How the Nine Months Before Birth Shape the Rest of Our Lives is a new book by Annie Murphy Paul, and merely the title sets up my hackles. That’s right, folks. Got a complaint about the way you are? Are you too fat? Not smart enough? Prone to high blood pressure? That’s somewhat because you have Snickers for lunch every day, never see a gym and didn’t crack a book in school, but it’s really because your mom breathed the wrong air and drank the wrong water while she was pregnant.
I am not joking.
Exhibit A: “…the lifestyle that influences the development of disease is often not only the one we follow as adults, but the one our mothers practiced when they were pregnant with us as well.”

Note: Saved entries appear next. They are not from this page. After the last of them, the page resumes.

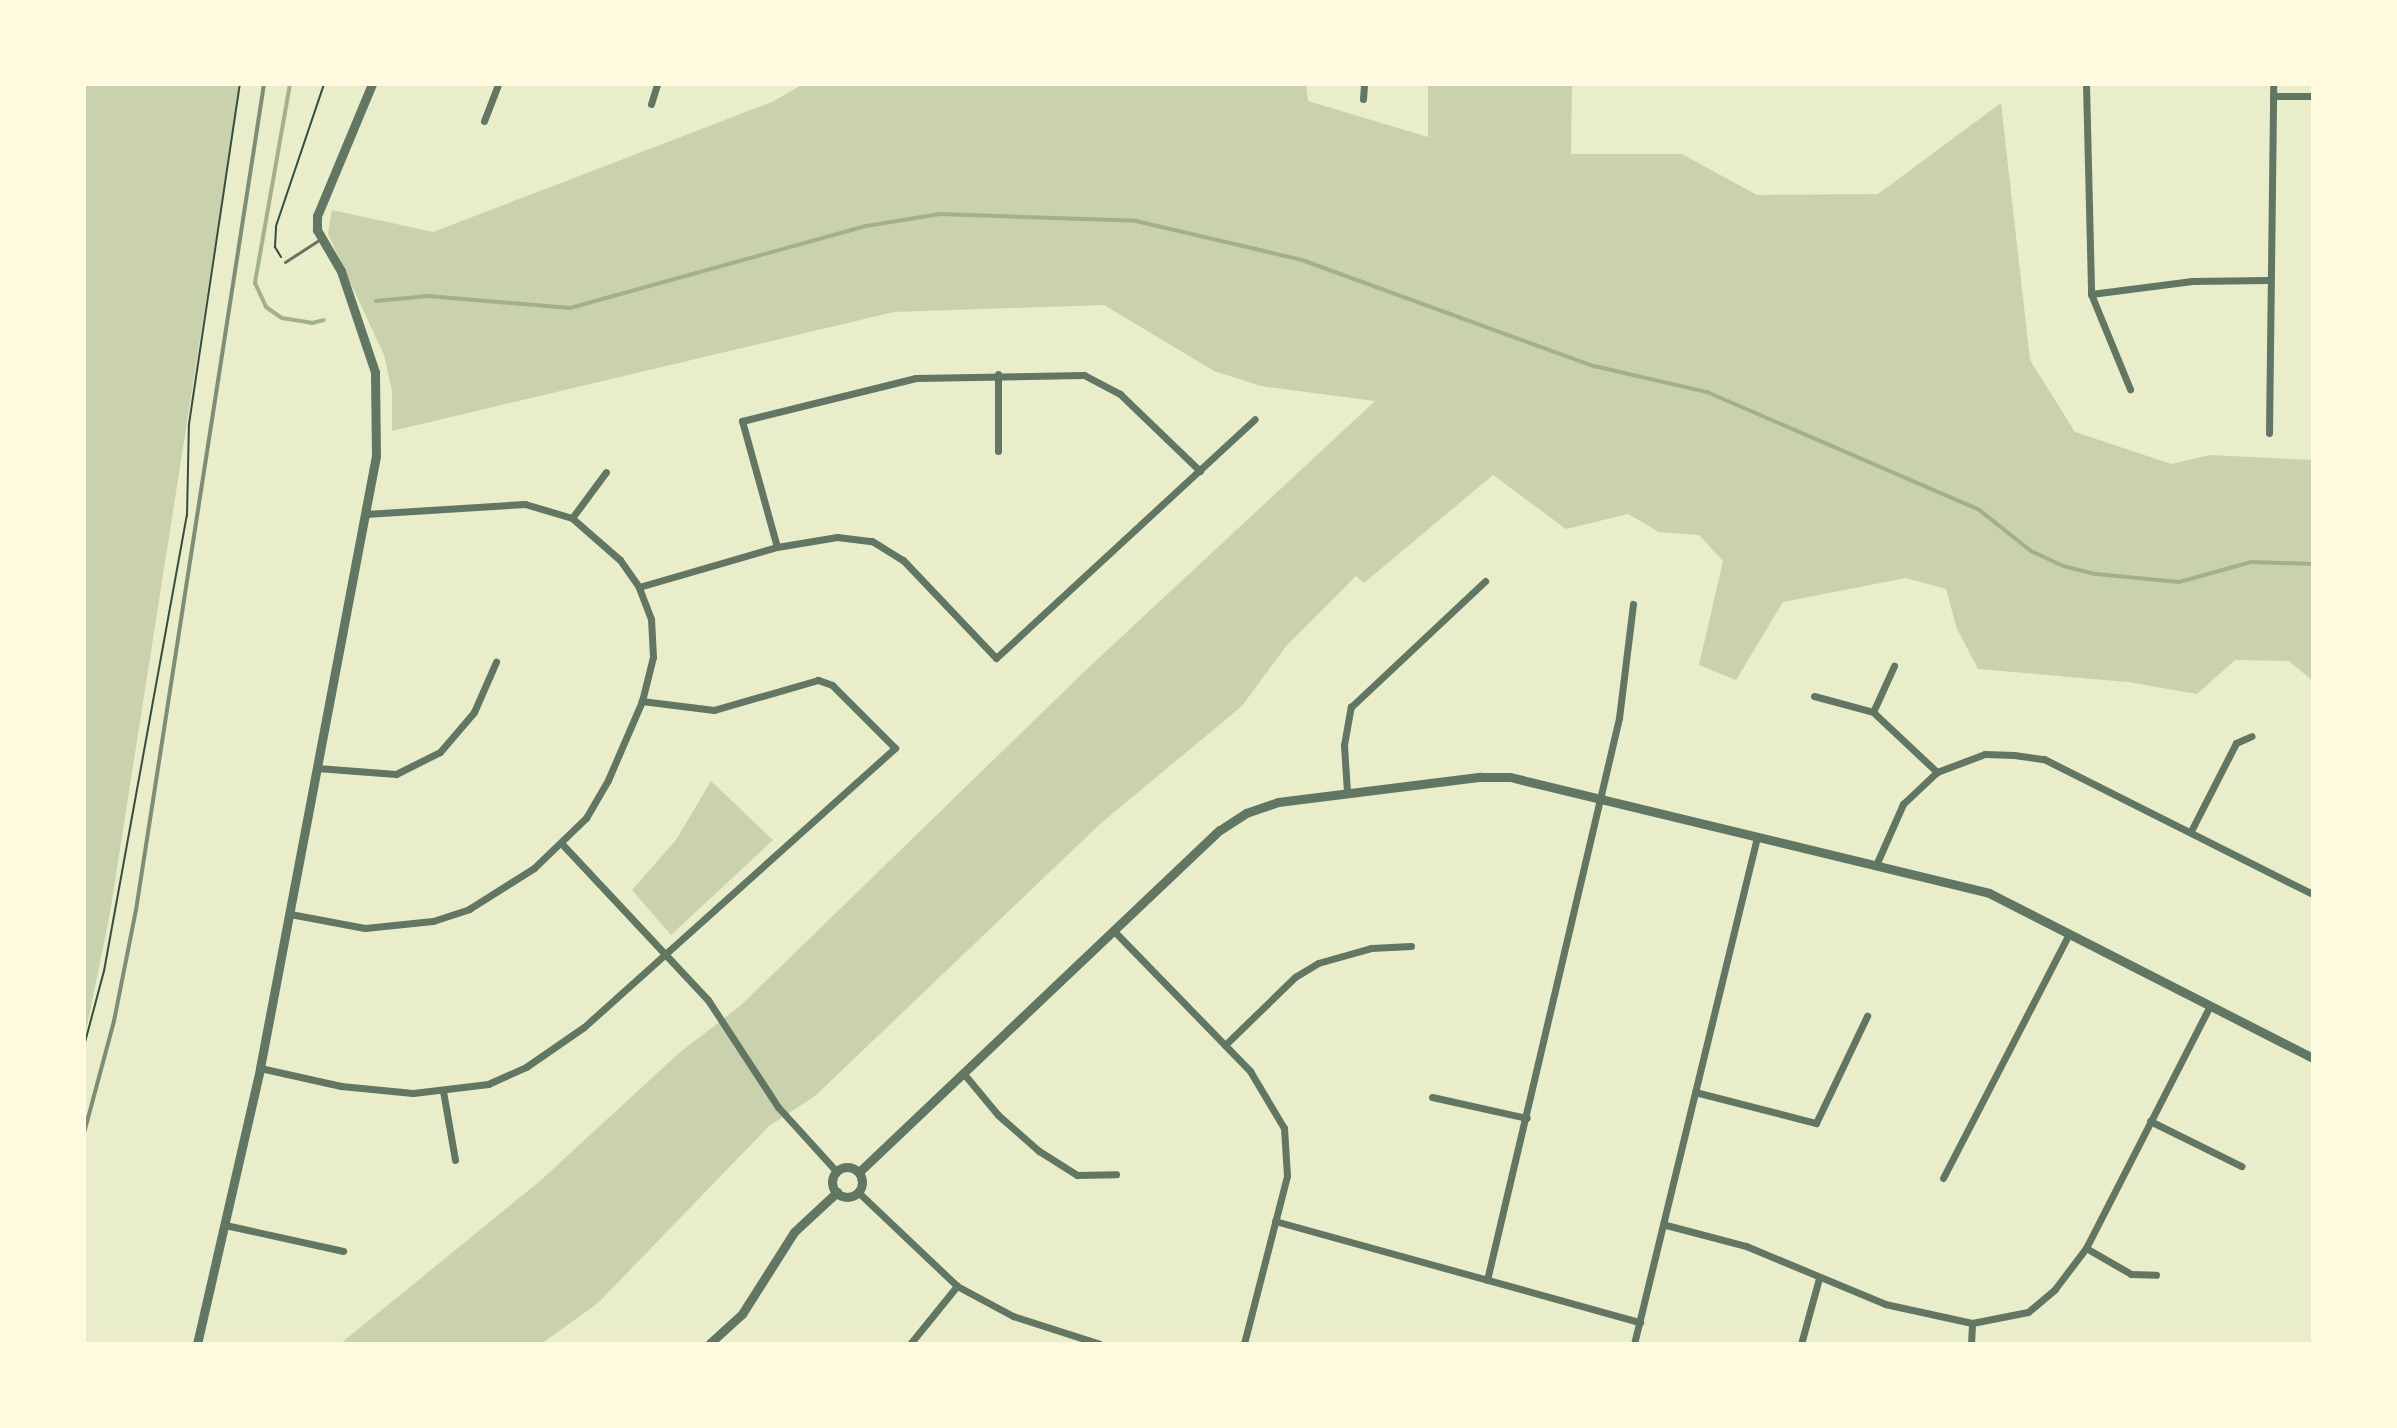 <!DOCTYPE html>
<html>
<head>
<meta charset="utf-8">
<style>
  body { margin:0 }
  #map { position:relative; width:2397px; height:1428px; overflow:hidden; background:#e9edc9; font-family:"Varela Round",sans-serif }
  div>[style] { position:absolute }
  .green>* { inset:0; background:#cad2ad }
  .stream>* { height:4px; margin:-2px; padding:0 2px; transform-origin:2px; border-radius:2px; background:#a3b18a }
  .path>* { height:2px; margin:-1px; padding:0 1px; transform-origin:1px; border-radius:1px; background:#344e41 }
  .service>* { height:3px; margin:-1.5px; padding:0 1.5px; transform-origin:1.5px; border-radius:1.5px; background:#617663 }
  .minor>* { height:7px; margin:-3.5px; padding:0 3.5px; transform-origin:3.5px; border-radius:3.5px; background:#617663 }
  .tertiary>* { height:9px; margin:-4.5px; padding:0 4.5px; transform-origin:4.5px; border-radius:4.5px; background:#617663 }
  .tertiary>.ring { margin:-4.5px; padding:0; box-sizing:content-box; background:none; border:9px solid #617663; border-radius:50% }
  .rail>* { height:4px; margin:-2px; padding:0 2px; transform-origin:2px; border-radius:2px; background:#7c8e77 }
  span { translate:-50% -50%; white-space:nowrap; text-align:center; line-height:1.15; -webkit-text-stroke:7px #fefae0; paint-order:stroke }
  .frame { position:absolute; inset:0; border:86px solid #fefae0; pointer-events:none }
</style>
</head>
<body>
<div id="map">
  <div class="green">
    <i style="clip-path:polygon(84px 84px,240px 84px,110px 913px,84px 1041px)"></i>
    <i style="clip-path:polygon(803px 84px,1306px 84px,1308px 101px,1428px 137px,1428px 84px,1572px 84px,1571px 154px,1682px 154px,1757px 195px,1878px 194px,2001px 103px,2030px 360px,2075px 432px,2171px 464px,2210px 455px,2313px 460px,2313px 681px,2289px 661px,2235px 660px,2197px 694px,2128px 682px,1978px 669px,1957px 629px,1946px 589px,1906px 578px,1783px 602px,1736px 680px,1699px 665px,1723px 561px,1699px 535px,1659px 532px,1628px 514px,1566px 529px,1493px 475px,1364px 583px,1356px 576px,1287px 645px,1242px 706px,1100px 824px,815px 1096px,769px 1126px,598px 1303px,541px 1344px,340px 1344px,540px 1181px,679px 1053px,740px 1006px,1087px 669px,1375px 401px,1261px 386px,1214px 371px,1104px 305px,894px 312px,392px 431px,392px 391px,384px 355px,328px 234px,332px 210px,433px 232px,772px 102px)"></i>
    <i style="clip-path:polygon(711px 781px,773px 840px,671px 935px,632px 890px,676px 840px)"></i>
  </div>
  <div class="stream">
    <i style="left:290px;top:84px;width:202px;rotate:100deg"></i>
    <i style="left:255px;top:283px;width:26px;rotate:65deg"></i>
    <i style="left:266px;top:307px;width:19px;rotate:35deg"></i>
    <i style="left:282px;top:318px;width:30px;rotate:9deg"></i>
    <i style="left:312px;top:323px;width:12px;rotate:-14deg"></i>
    <i style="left:376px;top:301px;width:52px;rotate:-5.5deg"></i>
    <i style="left:428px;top:296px;width:143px;rotate:4.8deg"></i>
    <i style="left:570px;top:308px;width:307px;rotate:-15.5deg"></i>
    <i style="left:866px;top:226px;width:75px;rotate:-9.2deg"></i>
    <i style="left:940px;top:214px;width:196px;rotate:2deg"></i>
    <i style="left:1136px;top:221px;width:171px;rotate:13.2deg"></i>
    <i style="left:1302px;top:260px;width:311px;rotate:20deg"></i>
    <i style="left:1594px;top:366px;width:116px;rotate:13deg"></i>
    <i style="left:1707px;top:392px;width:295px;rotate:23.4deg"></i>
    <i style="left:1978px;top:509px;width:68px;rotate:38.4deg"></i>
    <i style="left:2031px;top:551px;width:35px;rotate:25deg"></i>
    <i style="left:2063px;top:566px;width:34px;rotate:14deg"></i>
    <i style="left:2096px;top:574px;width:83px;rotate:5.5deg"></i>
    <i style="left:2179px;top:582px;width:75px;rotate:-15.5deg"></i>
    <i style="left:2251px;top:562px;width:62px;rotate:1.8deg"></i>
  </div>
  <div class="path">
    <i style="left:281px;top:257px;width:12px;rotate:-121deg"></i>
    <i style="left:275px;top:247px;width:21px;rotate:-87deg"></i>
    <i style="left:276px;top:226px;width:150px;rotate:-71.3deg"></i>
    <i style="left:84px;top:1046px;width:78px;rotate:-75.1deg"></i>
    <i style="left:104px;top:971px;width:463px;rotate:-79.7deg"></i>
    <i style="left:187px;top:516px;width:92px;rotate:-88.8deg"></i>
    <i style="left:189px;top:424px;width:344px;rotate:-81.5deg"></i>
  </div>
  <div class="service">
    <i style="left:285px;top:262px;width:40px;rotate:-32.9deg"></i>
  </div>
  <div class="minor">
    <i style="left:2086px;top:84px;width:210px;rotate:88.6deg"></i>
    <i style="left:2091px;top:294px;width:103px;rotate:67.7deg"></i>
    <i style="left:2273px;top:96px;width:40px"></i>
    <i style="left:1363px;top:99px;width:15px;rotate:-86deg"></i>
    <i style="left:651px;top:104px;width:21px;rotate:-73deg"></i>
    <i style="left:484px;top:121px;width:40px;rotate:-69deg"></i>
    <i style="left:2091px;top:294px;width:102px;rotate:-7.3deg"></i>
    <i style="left:2192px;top:281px;width:75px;rotate:-0.8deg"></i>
    <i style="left:2269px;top:433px;width:349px;rotate:-89.3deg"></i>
    <i style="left:998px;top:451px;width:77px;rotate:-90deg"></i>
    <i style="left:572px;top:518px;width:57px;rotate:-53.5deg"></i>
    <i style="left:777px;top:547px;width:131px;rotate:-105.5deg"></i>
    <i style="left:742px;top:421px;width:179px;rotate:-13.9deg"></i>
    <i style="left:916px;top:378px;width:168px;rotate:-1deg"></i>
    <i style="left:1084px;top:375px;width:41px;rotate:27.8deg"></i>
    <i style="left:1120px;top:394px;width:111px;rotate:43.9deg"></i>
    <i style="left:639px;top:587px;width:144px;rotate:-16.2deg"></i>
    <i style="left:777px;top:547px;width:61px;rotate:-9.5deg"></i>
    <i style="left:837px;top:537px;width:35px;rotate:7deg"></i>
    <i style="left:872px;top:541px;width:36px;rotate:32deg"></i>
    <i style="left:903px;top:560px;width:135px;rotate:46.5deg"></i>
    <i style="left:996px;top:658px;width:352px;rotate:-42.7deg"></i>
    <i style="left:1814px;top:696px;width:61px;rotate:15.2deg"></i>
    <i style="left:1873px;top:712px;width:88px;rotate:43.2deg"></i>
    <i style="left:1873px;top:712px;width:51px;rotate:-65.5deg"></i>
    <i style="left:317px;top:768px;width:79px;rotate:4.3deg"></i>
    <i style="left:396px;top:774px;width:49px;rotate:-26.6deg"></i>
    <i style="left:440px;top:752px;width:52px;rotate:-49.6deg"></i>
    <i style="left:474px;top:712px;width:55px;rotate:-66.3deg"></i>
    <i style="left:1347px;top:792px;width:47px;rotate:-93.7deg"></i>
    <i style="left:1344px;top:745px;width:39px;rotate:-80deg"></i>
    <i style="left:1351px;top:707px;width:184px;rotate:-43.2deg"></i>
    <i style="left:2191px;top:831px;width:99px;rotate:-62.9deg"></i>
    <i style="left:2236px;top:743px;width:17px;rotate:-24deg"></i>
    <i style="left:562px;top:844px;width:214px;rotate:46.9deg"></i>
    <i style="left:708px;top:1000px;width:128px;rotate:56.8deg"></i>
    <i style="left:778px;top:1107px;width:88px;rotate:47.8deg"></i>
    <i style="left:1876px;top:865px;width:67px;rotate:-66.1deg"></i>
    <i style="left:1903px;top:804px;width:47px;rotate:-43.3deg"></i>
    <i style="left:1937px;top:772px;width:51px;rotate:-20.6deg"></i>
    <i style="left:1985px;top:754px;width:29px;rotate:2deg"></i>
    <i style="left:2014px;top:755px;width:30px;rotate:8deg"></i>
    <i style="left:2044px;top:759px;width:301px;rotate:26.7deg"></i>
    <i style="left:290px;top:914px;width:76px;rotate:10.6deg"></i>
    <i style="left:365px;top:928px;width:68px;rotate:-5.9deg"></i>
    <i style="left:433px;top:921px;width:38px;rotate:-18deg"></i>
    <i style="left:469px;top:909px;width:77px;rotate:-32.2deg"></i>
    <i style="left:534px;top:868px;width:72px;rotate:-43.9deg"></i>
    <i style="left:586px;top:818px;width:44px;rotate:-59.9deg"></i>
    <i style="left:608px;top:780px;width:86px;rotate:-66.7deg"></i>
    <i style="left:642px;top:701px;width:45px;rotate:-76deg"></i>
    <i style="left:653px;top:657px;width:38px;rotate:-93deg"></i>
    <i style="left:651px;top:619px;width:34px;rotate:-111deg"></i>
    <i style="left:639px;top:587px;width:33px;rotate:-125deg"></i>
    <i style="left:620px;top:560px;width:64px;rotate:-138.8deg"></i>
    <i style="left:572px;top:518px;width:49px;rotate:-163.4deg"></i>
    <i style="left:525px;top:504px;width:160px;rotate:176.4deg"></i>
    <i style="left:1113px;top:930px;width:197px;rotate:45.8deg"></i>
    <i style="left:1250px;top:1071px;width:66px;rotate:59.2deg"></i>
    <i style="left:1284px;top:1128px;width:48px;rotate:86.4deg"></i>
    <i style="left:1287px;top:1176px;width:173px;rotate:104.4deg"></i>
    <i style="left:1225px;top:1045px;width:98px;rotate:-44.2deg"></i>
    <i style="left:1295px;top:977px;width:27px;rotate:-31deg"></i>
    <i style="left:1318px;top:963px;width:55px;rotate:-15.8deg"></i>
    <i style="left:1371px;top:948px;width:40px;rotate:-2.9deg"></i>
    <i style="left:260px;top:1068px;width:83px;rotate:12.5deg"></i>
    <i style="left:341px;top:1086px;width:72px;rotate:5.6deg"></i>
    <i style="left:413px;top:1093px;width:76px;rotate:-6.8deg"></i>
    <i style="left:488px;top:1084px;width:42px;rotate:-24.1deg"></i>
    <i style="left:526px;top:1067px;width:70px;rotate:-34.6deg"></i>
    <i style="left:584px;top:1027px;width:418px;rotate:-41.9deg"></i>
    <i style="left:895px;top:748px;width:89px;rotate:-135deg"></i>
    <i style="left:832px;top:685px;width:15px;rotate:-160deg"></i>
    <i style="left:818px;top:680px;width:108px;rotate:163.9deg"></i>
    <i style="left:714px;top:710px;width:73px;rotate:-172.9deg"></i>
    <i style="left:964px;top:1074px;width:53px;rotate:50.3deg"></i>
    <i style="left:998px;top:1115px;width:55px;rotate:41.3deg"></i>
    <i style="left:1039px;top:1151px;width:45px;rotate:32.3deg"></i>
    <i style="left:1077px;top:1175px;width:39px;rotate:-1deg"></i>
    <i style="left:443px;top:1091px;width:70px;rotate:80.1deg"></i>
    <i style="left:1695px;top:1092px;width:125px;rotate:14.4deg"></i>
    <i style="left:1816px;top:1123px;width:119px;rotate:-64.5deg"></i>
    <i style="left:1432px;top:1097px;width:97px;rotate:12.5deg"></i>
    <i style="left:2150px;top:1121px;width:102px;rotate:26.3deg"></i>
    <i style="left:1943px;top:1178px;width:275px;rotate:-62.7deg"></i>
    <i style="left:858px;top:1192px;width:137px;rotate:43.5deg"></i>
    <i style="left:957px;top:1286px;width:64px;rotate:28.2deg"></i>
    <i style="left:1013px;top:1316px;width:91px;rotate:17.8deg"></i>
    <i style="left:1275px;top:1221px;width:379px;rotate:15.5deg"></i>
    <i style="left:225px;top:1225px;width:121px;rotate:12.4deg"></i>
    <i style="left:1666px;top:1225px;width:83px;rotate:14.7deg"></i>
    <i style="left:1746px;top:1246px;width:151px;rotate:22.6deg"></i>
    <i style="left:1885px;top:1304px;width:89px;rotate:12.3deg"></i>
    <i style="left:1972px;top:1323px;width:57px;rotate:-11.1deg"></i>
    <i style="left:2028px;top:1312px;width:35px;rotate:-40deg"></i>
    <i style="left:2055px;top:1289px;width:51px;rotate:-52.9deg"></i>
    <i style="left:2086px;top:1248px;width:272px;rotate:-62.9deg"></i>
    <i style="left:2086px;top:1248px;width:52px;rotate:30deg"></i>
    <i style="left:2131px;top:1274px;width:25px;rotate:2deg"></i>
    <i style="left:1487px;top:1280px;width:577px;rotate:-76.78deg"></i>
    <i style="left:1619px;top:718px;width:115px;rotate:-83deg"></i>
    <i style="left:910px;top:1344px;width:75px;rotate:-51deg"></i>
    <i style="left:1634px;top:1344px;width:522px;rotate:-76.36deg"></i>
    <i style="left:1801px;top:1344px;width:68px;rotate:-74.7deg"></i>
    <i style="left:1971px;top:1344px;width:21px;rotate:-87deg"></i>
  </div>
  <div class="tertiary">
    <i class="ring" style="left:832px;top:1167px;width:21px;height:21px"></i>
    <i style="left:859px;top:1172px;width:497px;rotate:-43.5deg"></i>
    <i style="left:1220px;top:830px;width:31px;rotate:-33deg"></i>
    <i style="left:1246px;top:813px;width:34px;rotate:-19deg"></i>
    <i style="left:1278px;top:802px;width:204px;rotate:-7.1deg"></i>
    <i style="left:1480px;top:777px;width:30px"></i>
    <i style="left:1510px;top:777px;width:493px;rotate:13.6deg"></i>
    <i style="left:1989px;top:893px;width:364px;rotate:27deg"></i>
    <i style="left:197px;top:1344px;width:283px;rotate:-77.1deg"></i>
    <i style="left:260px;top:1068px;width:623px;rotate:-79.27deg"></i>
    <i style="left:376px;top:456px;width:84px;rotate:-90.7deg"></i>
    <i style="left:375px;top:372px;width:107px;rotate:-108.6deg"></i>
    <i style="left:341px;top:271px;width:48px;rotate:-120.3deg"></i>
    <i style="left:317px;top:230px;width:14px;rotate:-90deg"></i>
    <i style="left:317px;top:216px;width:143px;rotate:-67.4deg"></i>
    <i style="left:709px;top:1344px;width:45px;rotate:-42.3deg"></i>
    <i style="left:742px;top:1314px;width:97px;rotate:-57.6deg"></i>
    <i style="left:794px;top:1232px;width:59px;rotate:-42.9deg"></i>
  </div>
  <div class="rail">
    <i style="left:84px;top:1133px;width:116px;rotate:-75deg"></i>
    <i style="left:114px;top:1021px;width:113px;rotate:-78.8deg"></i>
    <i style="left:136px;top:910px;width:836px;rotate:-81.19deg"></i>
  </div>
  <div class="frame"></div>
</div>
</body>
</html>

Exhibit B: “The food the mother eats, the air she breathes, the water she drinks, the stress or trauma she experiences — all may affect her child, for better or worse, over the decades to come.”
I know that these statements don’t seem too irrational in and of themselves, but the argument they’re using them to develop throughout the article is spooky – don’t blame yourself, blame your mom. You can’t help the way you are.
The best part of the article comes when they point out that women who eat cereal every morning are more likely to have boys and so, “The fact that many young women of reproductive age skip breakfast or consume low-calorie diets in order to keep their weights down . . . could help explain the falling rate of male birth.”
Wait a minute. I don’t know about your high school biology class, but mine taught me that the gender of a baby is determined by whether or not the sperm that meets the egg carries an X or a Y chromosome, not whether or not the mother loves her some cornflakes. Or wait, maybe they’re suggesting that grain-fed ovums reject X-sperm and low-carb ovums reject Y-sperm. My eggs have bouncers at the cell wall that select who gets into Club Zygote based on what I ate for breakfast that morning.
Holy Gods, are we kidding?
When I talk about my desire to adopt a child, do you know the number one thing that people say to me? They say, “You don’t want to adopt a child; what happens in the first few years of life affects them permanently. You want to adopt an infant right at birth.” Right. We should give up on three-year-olds because of what their parents might or might not have done.
But apparently that’s not good enough anymore. We need to give up on somebody a few days after conception because their parents may have already screwed them up beyond repair with twinkies and beer. The fetus is clearly destined for diabetes and alcoholism – potentially with a damaged IQ and who knows what else.
I KNOW that’s not what she’s saying, but this is what I get told over and over. And it makes me mad. We need to focus on dealing with the lot we have and figuring out how to work with it – not on assigning blame. That leads to a host of bitter “what ifs” that do no one any good based on a science that is, at this point, little more than guesswork.
To close, I present you with different advice on pregnancy, also from the New York Times. Pick up that Drink. You just may make your baby a little smarter.